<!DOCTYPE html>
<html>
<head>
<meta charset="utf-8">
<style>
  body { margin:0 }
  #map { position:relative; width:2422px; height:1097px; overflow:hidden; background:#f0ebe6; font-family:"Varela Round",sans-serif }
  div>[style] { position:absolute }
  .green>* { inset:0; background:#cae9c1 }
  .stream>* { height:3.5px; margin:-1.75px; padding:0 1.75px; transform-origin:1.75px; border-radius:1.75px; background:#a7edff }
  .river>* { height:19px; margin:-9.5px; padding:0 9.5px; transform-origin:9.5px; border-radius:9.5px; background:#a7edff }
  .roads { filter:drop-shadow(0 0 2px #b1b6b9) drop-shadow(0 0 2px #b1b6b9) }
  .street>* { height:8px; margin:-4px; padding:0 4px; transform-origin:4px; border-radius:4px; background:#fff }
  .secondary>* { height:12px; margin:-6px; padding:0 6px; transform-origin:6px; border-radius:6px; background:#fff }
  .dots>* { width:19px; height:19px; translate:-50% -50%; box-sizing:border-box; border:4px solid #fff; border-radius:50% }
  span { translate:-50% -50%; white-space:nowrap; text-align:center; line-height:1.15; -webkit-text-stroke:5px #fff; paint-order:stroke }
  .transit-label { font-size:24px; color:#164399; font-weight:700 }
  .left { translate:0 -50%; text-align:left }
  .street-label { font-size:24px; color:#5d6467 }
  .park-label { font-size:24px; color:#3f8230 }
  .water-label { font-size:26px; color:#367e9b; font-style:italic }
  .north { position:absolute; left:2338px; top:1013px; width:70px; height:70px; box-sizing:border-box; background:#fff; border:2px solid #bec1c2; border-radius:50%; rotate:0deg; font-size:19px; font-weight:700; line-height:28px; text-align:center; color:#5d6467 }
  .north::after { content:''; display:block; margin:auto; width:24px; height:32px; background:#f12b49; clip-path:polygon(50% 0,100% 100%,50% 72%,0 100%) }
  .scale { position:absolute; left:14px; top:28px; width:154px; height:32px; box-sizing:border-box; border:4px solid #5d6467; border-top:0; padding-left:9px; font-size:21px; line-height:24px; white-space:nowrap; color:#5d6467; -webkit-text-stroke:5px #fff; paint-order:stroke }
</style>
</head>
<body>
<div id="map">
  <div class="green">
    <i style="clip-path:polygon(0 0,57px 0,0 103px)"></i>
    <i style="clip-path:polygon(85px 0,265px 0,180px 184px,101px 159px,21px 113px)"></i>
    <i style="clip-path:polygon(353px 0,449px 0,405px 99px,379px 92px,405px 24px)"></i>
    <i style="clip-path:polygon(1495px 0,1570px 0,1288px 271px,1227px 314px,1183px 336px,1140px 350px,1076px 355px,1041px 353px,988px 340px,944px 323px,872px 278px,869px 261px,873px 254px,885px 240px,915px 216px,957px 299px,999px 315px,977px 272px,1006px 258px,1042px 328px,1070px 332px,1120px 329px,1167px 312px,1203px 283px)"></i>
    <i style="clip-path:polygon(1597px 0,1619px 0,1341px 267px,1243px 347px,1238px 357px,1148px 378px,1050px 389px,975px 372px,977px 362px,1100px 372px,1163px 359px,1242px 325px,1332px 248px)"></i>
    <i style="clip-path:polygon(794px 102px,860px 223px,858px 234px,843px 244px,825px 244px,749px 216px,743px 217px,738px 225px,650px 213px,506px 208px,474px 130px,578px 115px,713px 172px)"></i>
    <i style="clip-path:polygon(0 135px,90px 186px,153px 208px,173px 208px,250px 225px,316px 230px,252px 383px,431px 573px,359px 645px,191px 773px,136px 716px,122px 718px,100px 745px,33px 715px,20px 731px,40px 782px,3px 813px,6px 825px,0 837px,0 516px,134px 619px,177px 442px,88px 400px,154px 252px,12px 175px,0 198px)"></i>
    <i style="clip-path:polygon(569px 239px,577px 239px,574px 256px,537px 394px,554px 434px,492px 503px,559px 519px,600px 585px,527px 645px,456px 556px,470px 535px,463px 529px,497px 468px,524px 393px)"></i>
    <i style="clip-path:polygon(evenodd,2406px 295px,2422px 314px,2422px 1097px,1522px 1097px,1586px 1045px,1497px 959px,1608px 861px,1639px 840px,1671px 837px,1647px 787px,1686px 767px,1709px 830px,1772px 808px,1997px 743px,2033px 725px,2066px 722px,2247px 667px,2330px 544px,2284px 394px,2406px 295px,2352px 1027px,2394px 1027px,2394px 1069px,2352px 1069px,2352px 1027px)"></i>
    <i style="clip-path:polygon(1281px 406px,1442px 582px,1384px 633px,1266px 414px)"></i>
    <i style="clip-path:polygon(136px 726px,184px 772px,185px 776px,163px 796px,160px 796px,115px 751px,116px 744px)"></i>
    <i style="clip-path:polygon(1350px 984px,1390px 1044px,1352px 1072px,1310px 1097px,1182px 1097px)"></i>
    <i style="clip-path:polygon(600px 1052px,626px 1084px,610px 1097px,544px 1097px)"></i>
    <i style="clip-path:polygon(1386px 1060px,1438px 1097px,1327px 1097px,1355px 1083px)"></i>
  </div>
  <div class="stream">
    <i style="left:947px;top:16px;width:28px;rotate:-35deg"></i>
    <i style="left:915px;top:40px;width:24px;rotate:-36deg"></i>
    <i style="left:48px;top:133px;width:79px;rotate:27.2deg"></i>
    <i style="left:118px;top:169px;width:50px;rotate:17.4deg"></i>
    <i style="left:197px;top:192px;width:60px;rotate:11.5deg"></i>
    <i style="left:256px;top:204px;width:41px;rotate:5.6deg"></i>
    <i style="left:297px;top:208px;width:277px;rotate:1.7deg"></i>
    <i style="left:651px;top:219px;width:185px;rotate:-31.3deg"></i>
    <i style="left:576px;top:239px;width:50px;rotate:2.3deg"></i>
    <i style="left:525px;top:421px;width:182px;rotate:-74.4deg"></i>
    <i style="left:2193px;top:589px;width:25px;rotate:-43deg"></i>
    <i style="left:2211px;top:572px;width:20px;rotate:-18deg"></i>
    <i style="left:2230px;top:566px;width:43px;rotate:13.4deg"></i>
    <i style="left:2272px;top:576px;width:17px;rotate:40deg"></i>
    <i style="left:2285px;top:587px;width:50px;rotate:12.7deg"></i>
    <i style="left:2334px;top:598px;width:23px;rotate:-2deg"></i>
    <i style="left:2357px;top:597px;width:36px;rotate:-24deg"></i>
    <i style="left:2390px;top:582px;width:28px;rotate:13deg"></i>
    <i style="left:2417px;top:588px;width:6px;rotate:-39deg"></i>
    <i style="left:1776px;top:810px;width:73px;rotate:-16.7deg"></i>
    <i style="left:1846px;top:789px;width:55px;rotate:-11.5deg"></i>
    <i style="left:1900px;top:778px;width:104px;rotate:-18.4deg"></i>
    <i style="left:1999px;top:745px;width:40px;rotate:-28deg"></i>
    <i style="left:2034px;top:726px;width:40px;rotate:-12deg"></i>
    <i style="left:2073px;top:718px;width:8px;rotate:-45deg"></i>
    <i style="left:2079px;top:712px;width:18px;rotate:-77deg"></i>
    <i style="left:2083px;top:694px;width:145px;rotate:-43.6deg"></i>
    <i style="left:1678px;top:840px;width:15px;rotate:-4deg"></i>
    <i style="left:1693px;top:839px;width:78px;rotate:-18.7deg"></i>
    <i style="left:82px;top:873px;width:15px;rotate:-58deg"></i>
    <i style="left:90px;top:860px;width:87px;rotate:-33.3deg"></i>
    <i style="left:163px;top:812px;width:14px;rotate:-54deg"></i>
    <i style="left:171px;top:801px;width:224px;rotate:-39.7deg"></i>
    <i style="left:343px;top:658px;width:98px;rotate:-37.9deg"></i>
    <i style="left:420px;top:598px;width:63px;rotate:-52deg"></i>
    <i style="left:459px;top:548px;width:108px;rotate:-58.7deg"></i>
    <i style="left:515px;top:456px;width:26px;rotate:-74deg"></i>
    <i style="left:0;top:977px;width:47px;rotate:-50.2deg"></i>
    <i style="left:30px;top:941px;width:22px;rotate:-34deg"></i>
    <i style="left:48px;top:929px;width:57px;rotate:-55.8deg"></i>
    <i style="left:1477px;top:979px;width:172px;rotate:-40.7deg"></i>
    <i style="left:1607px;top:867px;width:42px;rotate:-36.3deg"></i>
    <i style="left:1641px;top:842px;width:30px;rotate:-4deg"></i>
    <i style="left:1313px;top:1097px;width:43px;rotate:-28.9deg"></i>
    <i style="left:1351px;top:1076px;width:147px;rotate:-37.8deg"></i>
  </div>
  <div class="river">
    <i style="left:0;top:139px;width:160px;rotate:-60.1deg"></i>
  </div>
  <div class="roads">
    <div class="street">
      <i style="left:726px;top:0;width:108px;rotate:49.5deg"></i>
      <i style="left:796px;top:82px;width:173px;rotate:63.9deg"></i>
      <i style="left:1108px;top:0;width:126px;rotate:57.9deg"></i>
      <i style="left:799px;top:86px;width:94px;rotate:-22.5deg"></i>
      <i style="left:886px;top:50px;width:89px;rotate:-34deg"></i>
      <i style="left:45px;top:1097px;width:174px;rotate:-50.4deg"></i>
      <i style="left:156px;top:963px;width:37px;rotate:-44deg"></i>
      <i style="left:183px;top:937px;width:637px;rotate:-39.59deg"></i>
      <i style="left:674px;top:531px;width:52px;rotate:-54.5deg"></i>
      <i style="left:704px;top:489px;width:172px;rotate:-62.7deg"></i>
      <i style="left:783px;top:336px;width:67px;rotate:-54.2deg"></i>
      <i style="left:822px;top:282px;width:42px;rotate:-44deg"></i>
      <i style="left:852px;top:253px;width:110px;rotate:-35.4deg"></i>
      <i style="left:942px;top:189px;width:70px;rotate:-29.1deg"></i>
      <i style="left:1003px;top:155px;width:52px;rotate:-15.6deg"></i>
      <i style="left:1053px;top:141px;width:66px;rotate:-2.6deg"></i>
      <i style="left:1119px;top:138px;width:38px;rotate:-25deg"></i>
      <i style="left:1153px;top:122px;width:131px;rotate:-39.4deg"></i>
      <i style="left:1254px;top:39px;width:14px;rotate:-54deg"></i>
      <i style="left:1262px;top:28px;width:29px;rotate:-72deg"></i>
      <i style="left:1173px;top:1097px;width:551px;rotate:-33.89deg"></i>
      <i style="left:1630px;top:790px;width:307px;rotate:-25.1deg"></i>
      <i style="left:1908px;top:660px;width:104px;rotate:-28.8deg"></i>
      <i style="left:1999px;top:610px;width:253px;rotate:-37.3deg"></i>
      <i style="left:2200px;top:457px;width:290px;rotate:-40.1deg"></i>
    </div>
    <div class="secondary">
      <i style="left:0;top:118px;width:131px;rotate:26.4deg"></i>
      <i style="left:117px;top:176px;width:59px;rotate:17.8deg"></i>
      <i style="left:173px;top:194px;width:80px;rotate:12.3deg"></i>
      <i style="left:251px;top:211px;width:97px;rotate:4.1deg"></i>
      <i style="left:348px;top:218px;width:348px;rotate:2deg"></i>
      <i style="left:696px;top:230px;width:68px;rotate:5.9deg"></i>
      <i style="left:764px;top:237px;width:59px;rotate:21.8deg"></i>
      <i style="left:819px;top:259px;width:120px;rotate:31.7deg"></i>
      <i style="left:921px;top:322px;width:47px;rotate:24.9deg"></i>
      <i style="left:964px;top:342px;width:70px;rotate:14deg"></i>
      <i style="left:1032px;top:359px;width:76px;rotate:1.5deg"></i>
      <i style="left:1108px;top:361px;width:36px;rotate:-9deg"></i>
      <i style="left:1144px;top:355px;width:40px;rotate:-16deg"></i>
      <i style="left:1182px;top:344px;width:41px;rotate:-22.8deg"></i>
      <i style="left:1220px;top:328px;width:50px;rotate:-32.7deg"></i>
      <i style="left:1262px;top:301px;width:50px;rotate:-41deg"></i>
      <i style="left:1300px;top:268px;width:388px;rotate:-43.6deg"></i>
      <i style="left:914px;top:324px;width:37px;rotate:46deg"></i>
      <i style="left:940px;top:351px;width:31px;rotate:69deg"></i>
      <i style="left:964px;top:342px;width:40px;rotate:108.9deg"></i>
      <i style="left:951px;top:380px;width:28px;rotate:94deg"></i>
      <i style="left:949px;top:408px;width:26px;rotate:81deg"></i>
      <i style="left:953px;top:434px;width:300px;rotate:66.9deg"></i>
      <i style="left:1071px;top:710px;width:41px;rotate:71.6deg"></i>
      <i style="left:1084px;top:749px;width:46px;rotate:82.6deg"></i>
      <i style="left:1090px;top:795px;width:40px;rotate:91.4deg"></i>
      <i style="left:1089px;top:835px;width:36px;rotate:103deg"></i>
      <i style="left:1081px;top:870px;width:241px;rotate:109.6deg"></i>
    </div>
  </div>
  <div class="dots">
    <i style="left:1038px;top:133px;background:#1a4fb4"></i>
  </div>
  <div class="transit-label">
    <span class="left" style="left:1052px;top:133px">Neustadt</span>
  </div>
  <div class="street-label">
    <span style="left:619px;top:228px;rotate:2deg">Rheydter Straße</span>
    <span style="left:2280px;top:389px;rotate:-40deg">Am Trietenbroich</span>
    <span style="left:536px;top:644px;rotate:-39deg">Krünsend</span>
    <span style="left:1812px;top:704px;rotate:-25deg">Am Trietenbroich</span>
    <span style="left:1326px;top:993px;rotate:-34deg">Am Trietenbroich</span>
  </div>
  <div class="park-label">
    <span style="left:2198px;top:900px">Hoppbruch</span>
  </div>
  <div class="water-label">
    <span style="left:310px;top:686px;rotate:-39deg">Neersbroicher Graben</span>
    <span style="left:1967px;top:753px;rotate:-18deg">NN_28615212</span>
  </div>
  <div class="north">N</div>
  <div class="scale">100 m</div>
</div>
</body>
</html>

+--

Please return every line from the first one in the records above down to the line containing "height:19px; margin:-9.5px; padding:0", including both, exactly as written and nothing more.

<!DOCTYPE html>
<html>
<head>
<meta charset="utf-8">
<style>
  body { margin:0 }
  #map { position:relative; width:2422px; height:1097px; overflow:hidden; background:#f0ebe6; font-family:"Varela Round",sans-serif }
  div>[style] { position:absolute }
  .green>* { inset:0; background:#cae9c1 }
  .stream>* { height:3.5px; margin:-1.75px; padding:0 1.75px; transform-origin:1.75px; border-radius:1.75px; background:#a7edff }
  .river>* { height:19px; margin:-9.5px; padding:0 9.5px; transform-origin:9.5px; border-radius:9.5px; background:#a7edff }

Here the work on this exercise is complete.